As I mentioned, the government’s claims at the time were extraordinary including the notion that through some fairly simple changes the average secondary school could save £100,000 a year, while the average primary school could save £25,000 a year.
In essence the government’s plan was that schools should band together and approach suppliers and say, “We are now five schools working together and we are going to give this whole contract for the supply of envelopes (or whatever) to one firm. What can you offer?”
I wondered if this was happening and a couple of weeks ago asked readers to let me know of any developments in this field.
Normally when I ask such a question, I get a lot of replies, but the response in this case we just about the smallest ever. Here are extracts from three of the replies I got and after that details of another issue which I am currently following up, and which may perhaps prove useful to readers.
… in the interest of trying to see if I was missing anything I took up the local authority’s offer of a purchasing audit and they found potential savings of around £100- 200 per year on my non personnel spend. Not quite what the government report said.
… Because of our location and size we are part of a rural cluster and as such the SBM’s considered the options of bulk buying but the only time it seems to have effectively worked was with coach transport if two or more schools were attending the same event as long as numbers worked out conveniently.
In relation to energy this was done through a bulk purchasing scheme but arranged through the council on schools’ behalf although there was no requirement to opt-in if schools didn’t want to. In relation to everything else it just didn’t seem to happen and for a variety of reasons including (but not exhaustive):
● Schools used different suppliers and different products, even down to different types of class books in terms of size and colour;
● Sometimes a change of product was required to provide consistency across schools in order to facilitate bulk buying which caused tensions and staff (both teaching and support) often complained that it led to products not always being equally matched or of similar quality to those currently used by them and so weren’t always happy to change product/supplier or resistant to the suggestion of change full stop – they liked using what they had always used (unless it was them suggesting the change!!);
● partly because any savings made were usually offset by a higher delivery charge if the courier had to deliver to multiple sites – if the supplier only delivered to one site then it meant the other schools had to arrange staff to go and collect their items;
● It wasn’t always possible to schedule order timings at a convenient time for all schools which could lead to either shortages or surplus stock which for the smaller schools had it’s own problems due to limited storage space available;
Our school is part of a confederation made up of 19 schools. The Business Manager network decided to look at bulk purchasing stationary and resources some 4 years ago. Since then we have managed to make significant savings on paper, stationery and classroom resources etc.
In addition, CPD is being delivered at a significant reduced cost and more local to our schools, thus reducing not only our CPD budget but also our travel budget.
As a school, we have made significant savings across IT, energy, supply etc. by moving contracts or reviewing staff….

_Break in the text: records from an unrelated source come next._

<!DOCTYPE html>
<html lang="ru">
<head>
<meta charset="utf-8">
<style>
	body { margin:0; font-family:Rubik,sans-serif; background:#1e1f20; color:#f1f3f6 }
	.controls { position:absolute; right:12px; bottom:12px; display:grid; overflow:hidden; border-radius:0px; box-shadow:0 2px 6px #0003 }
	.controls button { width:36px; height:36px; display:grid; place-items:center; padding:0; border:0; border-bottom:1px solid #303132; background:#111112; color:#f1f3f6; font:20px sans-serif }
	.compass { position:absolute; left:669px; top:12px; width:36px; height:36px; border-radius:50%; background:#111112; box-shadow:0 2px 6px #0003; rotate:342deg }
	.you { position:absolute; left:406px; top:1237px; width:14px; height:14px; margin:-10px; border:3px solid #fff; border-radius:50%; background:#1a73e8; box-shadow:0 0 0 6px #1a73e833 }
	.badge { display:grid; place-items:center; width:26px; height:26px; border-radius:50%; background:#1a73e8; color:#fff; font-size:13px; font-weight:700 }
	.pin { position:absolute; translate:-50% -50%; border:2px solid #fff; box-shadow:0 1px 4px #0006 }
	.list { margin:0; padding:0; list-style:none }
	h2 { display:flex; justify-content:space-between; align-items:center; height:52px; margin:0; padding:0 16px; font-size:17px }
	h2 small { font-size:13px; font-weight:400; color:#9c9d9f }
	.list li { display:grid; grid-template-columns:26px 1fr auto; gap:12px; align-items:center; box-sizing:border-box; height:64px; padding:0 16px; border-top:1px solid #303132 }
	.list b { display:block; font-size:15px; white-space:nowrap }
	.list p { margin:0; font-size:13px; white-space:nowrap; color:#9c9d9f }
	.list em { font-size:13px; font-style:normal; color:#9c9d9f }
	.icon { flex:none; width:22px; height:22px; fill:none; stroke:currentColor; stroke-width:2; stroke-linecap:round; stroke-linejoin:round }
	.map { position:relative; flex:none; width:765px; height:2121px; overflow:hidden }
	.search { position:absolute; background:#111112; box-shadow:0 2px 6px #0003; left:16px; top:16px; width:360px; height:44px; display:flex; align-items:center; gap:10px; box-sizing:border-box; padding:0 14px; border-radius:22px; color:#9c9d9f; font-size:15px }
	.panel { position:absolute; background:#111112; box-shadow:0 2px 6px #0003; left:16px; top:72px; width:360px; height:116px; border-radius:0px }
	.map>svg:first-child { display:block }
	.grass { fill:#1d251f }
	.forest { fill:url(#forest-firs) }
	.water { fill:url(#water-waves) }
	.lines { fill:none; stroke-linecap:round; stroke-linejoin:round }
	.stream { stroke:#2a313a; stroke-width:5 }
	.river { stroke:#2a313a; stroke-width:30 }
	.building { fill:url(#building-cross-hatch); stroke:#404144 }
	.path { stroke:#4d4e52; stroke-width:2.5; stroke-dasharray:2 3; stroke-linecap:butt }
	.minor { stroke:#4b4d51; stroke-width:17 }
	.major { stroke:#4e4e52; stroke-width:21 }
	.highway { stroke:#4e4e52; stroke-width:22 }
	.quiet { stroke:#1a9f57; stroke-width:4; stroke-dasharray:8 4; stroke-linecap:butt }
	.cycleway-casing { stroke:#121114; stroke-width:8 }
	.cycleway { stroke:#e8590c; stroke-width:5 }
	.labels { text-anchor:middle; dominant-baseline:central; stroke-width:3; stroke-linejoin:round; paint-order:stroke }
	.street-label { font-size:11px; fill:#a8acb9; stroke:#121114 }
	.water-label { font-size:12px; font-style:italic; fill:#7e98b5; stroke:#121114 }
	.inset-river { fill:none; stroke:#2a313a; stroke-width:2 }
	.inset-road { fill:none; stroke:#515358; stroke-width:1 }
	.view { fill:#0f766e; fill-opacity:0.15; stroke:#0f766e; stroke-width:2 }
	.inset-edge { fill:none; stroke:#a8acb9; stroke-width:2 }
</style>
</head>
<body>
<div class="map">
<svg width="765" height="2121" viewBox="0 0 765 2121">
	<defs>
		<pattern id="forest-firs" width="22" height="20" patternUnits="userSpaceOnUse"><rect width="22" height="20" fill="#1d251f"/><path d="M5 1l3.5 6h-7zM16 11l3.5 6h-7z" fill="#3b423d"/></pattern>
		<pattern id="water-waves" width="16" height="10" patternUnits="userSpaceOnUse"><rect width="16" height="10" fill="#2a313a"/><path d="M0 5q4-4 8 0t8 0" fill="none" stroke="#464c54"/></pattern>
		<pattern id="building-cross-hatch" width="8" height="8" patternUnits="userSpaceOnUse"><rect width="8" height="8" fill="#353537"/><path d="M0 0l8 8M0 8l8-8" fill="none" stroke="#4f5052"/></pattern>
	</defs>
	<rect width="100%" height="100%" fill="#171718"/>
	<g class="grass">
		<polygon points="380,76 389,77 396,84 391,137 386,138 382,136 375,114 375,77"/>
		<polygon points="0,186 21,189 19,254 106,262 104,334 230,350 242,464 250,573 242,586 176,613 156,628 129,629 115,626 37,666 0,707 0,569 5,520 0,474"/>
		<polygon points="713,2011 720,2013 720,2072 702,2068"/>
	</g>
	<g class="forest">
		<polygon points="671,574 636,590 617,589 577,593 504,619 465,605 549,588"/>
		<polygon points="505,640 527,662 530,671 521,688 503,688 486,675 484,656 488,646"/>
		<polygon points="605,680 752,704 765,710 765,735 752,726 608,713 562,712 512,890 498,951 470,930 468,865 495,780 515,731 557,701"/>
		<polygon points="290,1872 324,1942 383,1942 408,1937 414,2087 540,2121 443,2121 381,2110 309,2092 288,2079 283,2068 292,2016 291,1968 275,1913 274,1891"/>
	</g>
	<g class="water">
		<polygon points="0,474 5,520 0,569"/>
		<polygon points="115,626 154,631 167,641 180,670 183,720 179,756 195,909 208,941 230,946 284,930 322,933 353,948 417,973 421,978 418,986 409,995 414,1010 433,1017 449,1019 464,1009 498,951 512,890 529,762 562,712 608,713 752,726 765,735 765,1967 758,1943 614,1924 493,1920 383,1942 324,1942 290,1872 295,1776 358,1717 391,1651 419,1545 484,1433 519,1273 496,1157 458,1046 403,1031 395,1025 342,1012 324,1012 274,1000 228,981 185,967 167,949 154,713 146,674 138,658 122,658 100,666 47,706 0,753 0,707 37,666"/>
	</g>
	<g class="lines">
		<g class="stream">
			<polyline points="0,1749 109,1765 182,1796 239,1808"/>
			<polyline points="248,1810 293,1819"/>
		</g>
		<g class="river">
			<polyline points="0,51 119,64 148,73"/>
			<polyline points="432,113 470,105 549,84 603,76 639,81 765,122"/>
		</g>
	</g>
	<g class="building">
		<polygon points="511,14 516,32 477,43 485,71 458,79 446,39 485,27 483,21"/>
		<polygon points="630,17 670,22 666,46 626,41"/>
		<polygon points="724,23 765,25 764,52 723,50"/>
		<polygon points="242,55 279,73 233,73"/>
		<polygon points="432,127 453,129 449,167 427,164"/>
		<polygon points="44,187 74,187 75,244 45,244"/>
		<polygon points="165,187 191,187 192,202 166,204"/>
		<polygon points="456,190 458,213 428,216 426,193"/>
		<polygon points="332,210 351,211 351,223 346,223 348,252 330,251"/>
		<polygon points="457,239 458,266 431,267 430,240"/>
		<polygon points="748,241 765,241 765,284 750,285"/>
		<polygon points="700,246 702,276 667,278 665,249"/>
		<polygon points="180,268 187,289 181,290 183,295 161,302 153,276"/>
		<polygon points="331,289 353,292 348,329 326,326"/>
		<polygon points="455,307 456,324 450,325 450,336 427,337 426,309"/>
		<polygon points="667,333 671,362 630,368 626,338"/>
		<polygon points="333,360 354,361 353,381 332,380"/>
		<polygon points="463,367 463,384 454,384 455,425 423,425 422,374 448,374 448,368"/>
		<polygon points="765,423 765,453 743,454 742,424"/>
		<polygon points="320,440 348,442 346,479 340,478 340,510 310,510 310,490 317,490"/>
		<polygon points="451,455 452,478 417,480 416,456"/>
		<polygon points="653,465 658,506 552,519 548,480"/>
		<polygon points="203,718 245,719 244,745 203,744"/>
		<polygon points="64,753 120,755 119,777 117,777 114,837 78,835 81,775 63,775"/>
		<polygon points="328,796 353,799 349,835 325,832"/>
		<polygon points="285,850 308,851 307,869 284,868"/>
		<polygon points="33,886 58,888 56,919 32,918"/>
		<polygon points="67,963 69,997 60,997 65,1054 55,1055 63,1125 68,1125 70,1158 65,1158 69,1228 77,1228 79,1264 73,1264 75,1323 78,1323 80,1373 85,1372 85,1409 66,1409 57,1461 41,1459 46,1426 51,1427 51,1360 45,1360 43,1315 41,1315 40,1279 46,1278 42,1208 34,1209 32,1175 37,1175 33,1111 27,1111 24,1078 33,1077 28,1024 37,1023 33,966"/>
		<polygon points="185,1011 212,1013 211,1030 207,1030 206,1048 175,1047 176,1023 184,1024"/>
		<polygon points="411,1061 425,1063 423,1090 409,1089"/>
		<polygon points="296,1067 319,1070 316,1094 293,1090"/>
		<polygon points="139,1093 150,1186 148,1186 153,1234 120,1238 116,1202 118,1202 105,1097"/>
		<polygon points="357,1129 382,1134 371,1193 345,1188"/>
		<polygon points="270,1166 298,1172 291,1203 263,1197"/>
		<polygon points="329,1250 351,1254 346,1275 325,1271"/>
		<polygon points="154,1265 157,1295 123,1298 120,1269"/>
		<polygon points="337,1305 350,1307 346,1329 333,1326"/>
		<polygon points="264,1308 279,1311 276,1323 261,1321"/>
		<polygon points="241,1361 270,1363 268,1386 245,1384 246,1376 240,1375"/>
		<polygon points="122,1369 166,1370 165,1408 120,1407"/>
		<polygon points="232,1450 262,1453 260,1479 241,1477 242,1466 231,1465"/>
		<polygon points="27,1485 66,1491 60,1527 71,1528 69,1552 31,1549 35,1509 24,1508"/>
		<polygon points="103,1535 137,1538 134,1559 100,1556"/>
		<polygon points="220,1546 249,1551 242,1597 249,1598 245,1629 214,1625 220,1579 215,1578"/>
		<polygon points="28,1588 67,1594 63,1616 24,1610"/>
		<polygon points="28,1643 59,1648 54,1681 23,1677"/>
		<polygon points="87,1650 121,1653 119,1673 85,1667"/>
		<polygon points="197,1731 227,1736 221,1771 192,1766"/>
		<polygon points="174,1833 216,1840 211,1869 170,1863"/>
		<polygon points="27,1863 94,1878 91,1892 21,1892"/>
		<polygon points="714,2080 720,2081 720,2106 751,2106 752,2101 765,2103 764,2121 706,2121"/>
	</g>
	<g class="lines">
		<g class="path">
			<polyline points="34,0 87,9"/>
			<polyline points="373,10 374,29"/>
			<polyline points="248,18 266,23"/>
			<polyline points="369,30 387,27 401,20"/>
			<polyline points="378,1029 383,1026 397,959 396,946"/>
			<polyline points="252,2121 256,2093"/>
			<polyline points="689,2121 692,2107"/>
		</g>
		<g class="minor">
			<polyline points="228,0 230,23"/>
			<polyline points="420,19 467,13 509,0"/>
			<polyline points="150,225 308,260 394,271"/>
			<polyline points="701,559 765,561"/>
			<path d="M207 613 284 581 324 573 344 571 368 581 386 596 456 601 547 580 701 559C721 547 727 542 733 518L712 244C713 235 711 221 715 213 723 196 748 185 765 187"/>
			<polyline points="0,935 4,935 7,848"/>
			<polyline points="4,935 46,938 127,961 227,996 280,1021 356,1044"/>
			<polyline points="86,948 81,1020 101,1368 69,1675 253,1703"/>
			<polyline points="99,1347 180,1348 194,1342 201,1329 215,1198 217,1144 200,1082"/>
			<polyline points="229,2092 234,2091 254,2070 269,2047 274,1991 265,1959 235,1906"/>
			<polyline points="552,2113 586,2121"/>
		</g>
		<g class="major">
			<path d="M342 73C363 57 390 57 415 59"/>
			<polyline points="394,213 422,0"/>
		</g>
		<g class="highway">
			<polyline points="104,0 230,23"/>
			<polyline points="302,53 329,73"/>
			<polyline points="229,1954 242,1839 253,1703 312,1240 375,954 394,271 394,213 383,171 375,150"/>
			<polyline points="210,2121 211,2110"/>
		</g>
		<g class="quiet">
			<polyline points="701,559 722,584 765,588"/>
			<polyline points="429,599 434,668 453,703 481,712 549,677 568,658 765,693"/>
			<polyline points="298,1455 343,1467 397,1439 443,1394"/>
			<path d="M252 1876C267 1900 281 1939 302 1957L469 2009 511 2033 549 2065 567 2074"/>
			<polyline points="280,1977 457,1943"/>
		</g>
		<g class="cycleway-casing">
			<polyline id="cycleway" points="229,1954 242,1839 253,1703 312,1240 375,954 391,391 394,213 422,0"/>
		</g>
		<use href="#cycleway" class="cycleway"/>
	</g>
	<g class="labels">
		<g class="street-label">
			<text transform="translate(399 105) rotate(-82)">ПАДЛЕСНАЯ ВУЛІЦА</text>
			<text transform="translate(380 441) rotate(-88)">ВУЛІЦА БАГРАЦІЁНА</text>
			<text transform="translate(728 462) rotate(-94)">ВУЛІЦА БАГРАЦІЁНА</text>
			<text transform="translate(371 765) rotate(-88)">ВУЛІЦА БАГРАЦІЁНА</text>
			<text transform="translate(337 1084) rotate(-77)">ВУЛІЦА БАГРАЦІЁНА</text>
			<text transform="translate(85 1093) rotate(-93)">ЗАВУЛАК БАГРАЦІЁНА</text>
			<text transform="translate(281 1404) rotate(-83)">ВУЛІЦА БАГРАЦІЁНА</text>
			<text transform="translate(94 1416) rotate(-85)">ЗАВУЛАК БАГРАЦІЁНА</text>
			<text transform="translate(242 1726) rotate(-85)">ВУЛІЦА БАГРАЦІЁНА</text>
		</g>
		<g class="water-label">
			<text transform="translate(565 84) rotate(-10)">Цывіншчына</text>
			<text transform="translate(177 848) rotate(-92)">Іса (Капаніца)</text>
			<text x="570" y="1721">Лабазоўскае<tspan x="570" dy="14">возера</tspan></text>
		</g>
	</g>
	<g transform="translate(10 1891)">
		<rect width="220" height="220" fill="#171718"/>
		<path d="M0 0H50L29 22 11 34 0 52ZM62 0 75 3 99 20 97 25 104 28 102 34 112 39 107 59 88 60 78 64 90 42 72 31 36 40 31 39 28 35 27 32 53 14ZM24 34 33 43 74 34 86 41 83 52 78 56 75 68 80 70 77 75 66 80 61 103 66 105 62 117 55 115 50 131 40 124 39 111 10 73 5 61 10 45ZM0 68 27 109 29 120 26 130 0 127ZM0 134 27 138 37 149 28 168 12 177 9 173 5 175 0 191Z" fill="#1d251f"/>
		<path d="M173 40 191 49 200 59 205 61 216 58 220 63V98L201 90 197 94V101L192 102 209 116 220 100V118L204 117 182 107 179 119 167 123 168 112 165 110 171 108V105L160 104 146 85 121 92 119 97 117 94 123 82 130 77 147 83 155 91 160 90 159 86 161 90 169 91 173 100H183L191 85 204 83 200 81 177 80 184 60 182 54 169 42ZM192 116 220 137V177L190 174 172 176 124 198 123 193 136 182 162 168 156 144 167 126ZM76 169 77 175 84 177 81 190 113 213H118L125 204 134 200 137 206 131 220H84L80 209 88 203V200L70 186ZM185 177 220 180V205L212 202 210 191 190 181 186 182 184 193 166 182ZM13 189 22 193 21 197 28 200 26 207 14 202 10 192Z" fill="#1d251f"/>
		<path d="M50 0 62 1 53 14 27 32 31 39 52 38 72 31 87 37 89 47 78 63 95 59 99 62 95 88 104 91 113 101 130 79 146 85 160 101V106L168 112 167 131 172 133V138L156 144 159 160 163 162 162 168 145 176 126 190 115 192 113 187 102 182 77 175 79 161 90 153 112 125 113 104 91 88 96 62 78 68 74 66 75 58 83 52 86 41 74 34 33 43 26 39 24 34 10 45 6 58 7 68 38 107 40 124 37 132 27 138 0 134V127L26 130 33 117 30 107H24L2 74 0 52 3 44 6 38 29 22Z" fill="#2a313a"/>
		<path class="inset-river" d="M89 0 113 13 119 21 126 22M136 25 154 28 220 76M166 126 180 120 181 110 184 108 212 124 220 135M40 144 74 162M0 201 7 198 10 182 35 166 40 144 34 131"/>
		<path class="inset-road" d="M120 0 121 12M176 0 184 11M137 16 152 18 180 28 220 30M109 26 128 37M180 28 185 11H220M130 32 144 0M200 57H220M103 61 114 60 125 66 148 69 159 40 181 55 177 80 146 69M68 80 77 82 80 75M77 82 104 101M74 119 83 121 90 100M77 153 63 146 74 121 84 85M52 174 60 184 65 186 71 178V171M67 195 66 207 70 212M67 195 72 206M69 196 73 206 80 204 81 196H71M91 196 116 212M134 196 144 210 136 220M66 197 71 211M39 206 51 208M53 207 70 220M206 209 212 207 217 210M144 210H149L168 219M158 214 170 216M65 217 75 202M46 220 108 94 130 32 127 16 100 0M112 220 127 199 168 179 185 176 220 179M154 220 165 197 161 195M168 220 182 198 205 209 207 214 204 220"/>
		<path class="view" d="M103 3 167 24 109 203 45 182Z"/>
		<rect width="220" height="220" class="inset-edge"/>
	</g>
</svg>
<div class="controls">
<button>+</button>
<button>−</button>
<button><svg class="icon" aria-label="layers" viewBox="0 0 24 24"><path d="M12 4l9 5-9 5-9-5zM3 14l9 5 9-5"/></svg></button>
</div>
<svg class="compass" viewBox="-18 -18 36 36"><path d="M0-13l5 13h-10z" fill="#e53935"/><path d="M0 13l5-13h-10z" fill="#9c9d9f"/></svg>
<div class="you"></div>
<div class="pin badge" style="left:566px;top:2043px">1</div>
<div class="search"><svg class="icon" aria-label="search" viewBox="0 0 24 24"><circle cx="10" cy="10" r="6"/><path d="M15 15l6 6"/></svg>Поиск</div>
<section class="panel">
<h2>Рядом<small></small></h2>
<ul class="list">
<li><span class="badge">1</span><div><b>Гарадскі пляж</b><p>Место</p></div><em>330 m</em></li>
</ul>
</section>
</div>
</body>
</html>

In this final case I am not quoting directly from a response, because I was told about this on the phone, and I am seeking further information before I come back on this.
The issue relates to minibuses – something I have touched upon in the past. It seems that some schools are working together with a minibus lease so that one school might have the bus for two days and the other three days, with each paying a proportion of the lease.
I’ve been told about this in terms of two smaller primary schools neither of which could take on a minibus on their own, combining in this way, and also of a primary and a secondary school, whereby the secondary needed a second minibus for part of the week, and the primary just needed it for two days a week.
As I say I am seeking to get more information on how this works, and when I have it I will report further.
Thanks to everyone who joined in the survey.